• [What is expected]:
Each line below needs to be returned exactly. Skip any picture.

• [The data]:
=-=-=-=-=

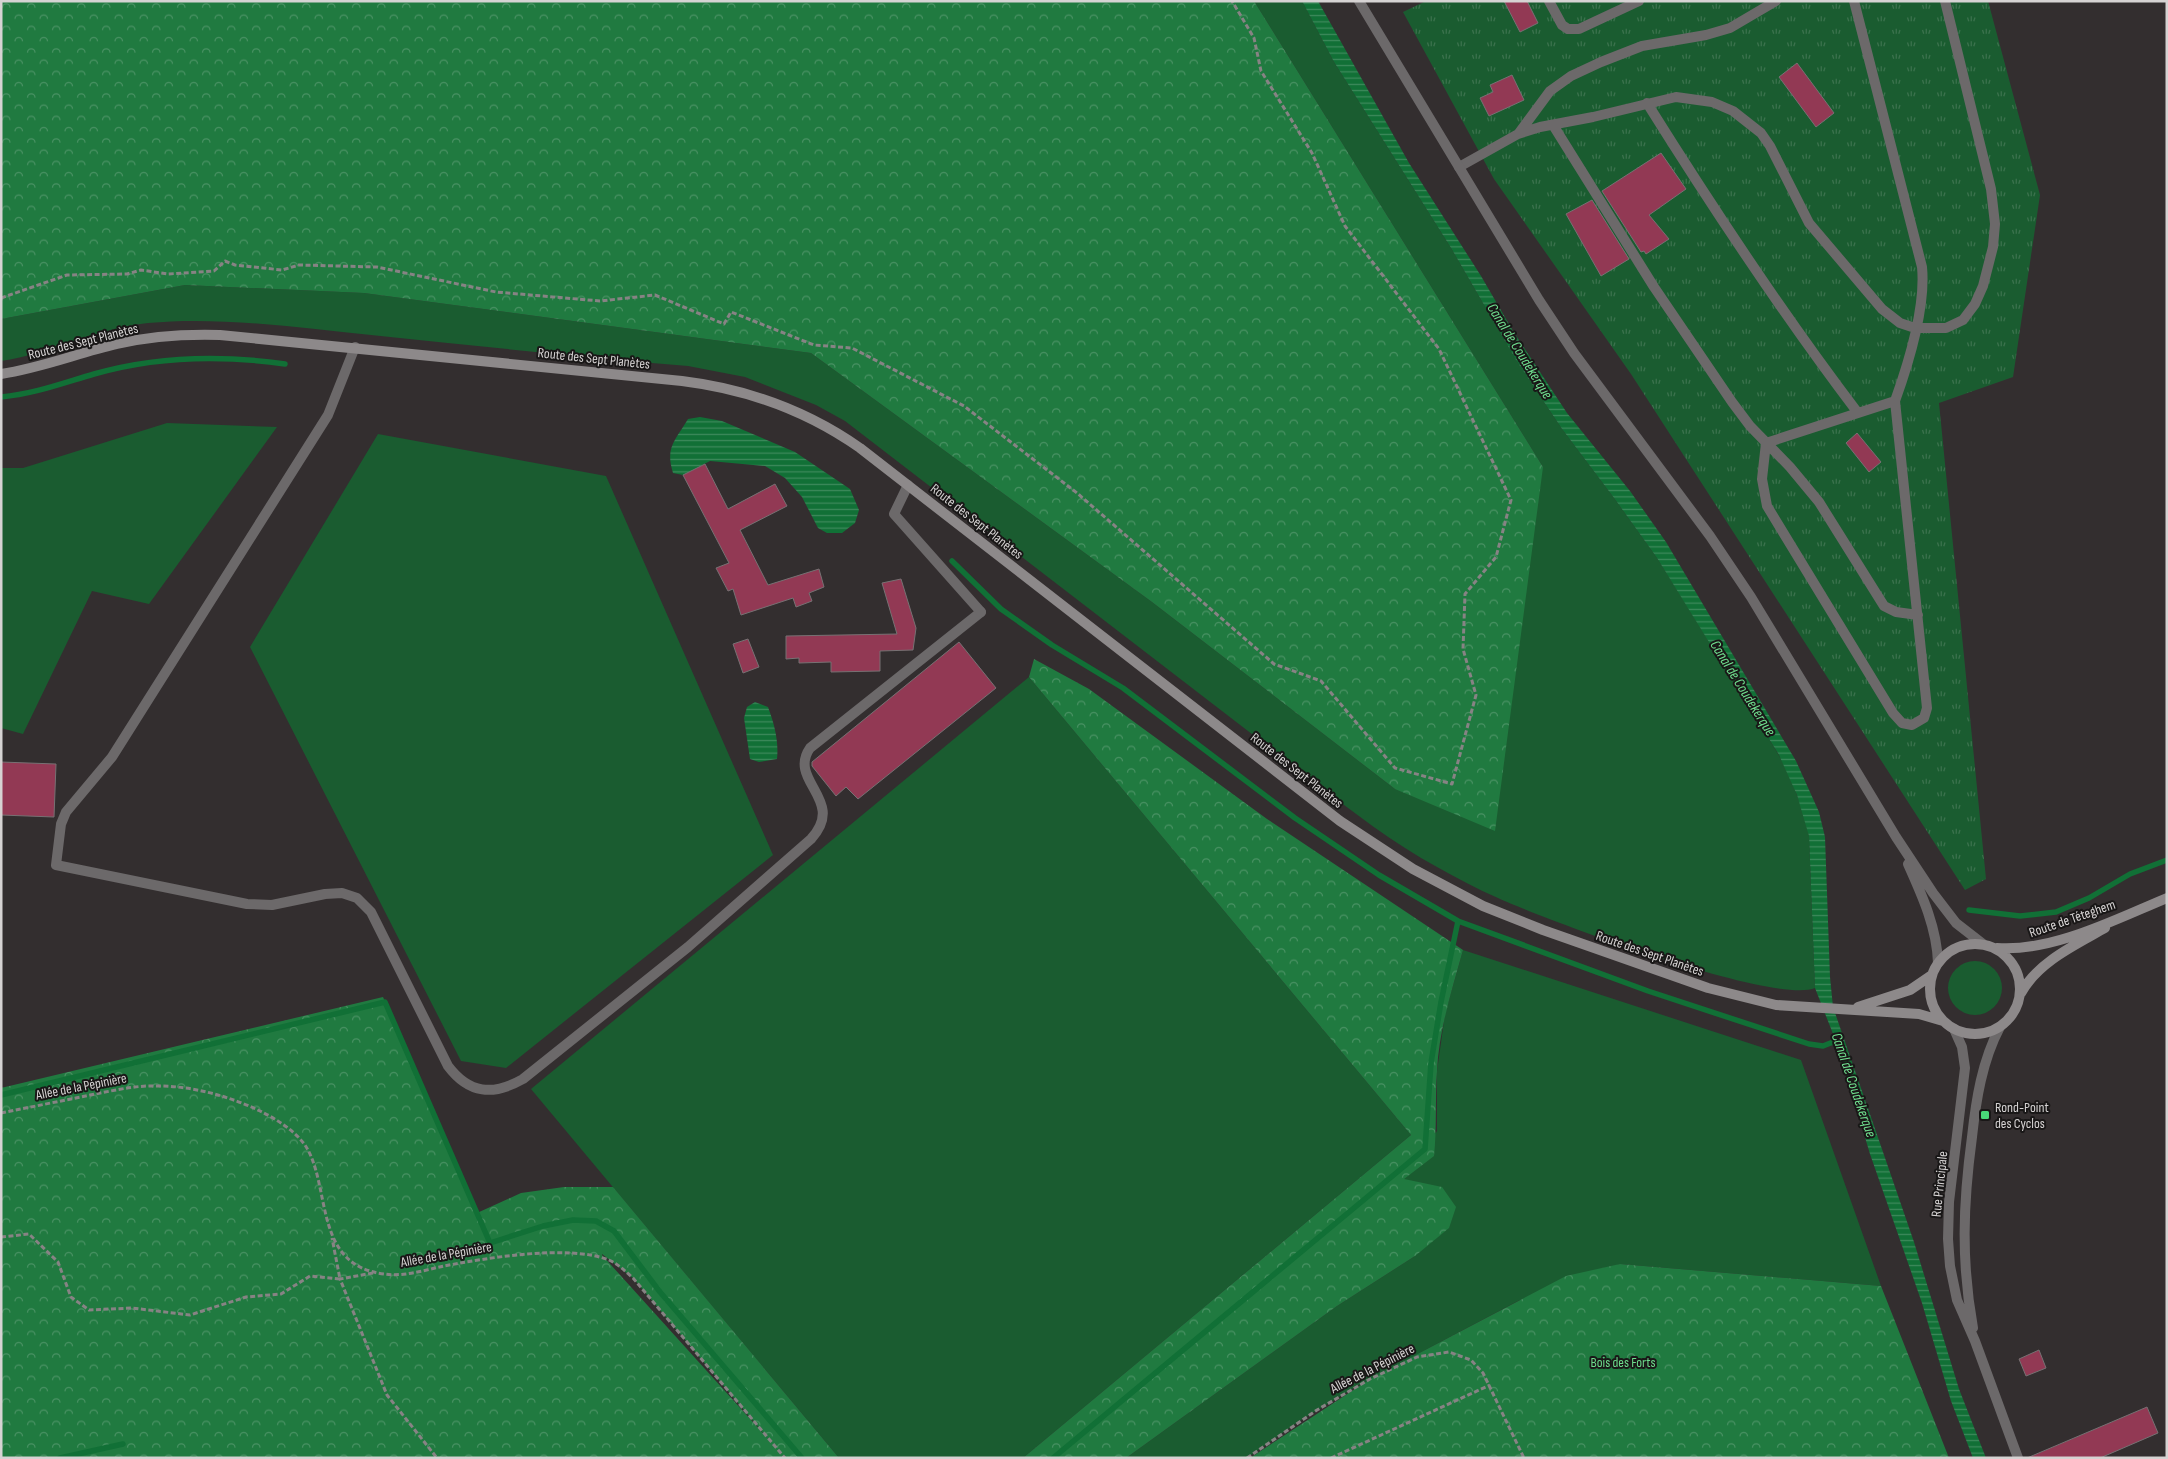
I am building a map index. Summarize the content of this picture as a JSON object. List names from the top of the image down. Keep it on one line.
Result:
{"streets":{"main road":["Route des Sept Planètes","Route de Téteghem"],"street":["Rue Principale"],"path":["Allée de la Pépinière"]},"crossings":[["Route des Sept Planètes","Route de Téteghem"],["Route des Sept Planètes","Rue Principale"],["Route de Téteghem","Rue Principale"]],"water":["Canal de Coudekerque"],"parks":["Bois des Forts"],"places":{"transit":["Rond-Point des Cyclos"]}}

=-=-=-=-=

• [Response for this exercise]:
I am building a map index. Summarize the content of this picture as a JSON object. List names from the top of the image down. Keep it on one line.
Result:
{"streets":{"main road":["Route des Sept Planètes","Route de Téteghem"],"street":["Rue Principale"],"path":["Allée de la Pépinière"]},"crossings":[["Route des Sept Planètes","Route de Téteghem"],["Route des Sept Planètes","Rue Principale"],["Route de Téteghem","Rue Principale"]],"water":["Canal de Coudekerque"],"parks":["Bois des Forts"],"places":{"transit":["Rond-Point des Cyclos"]}}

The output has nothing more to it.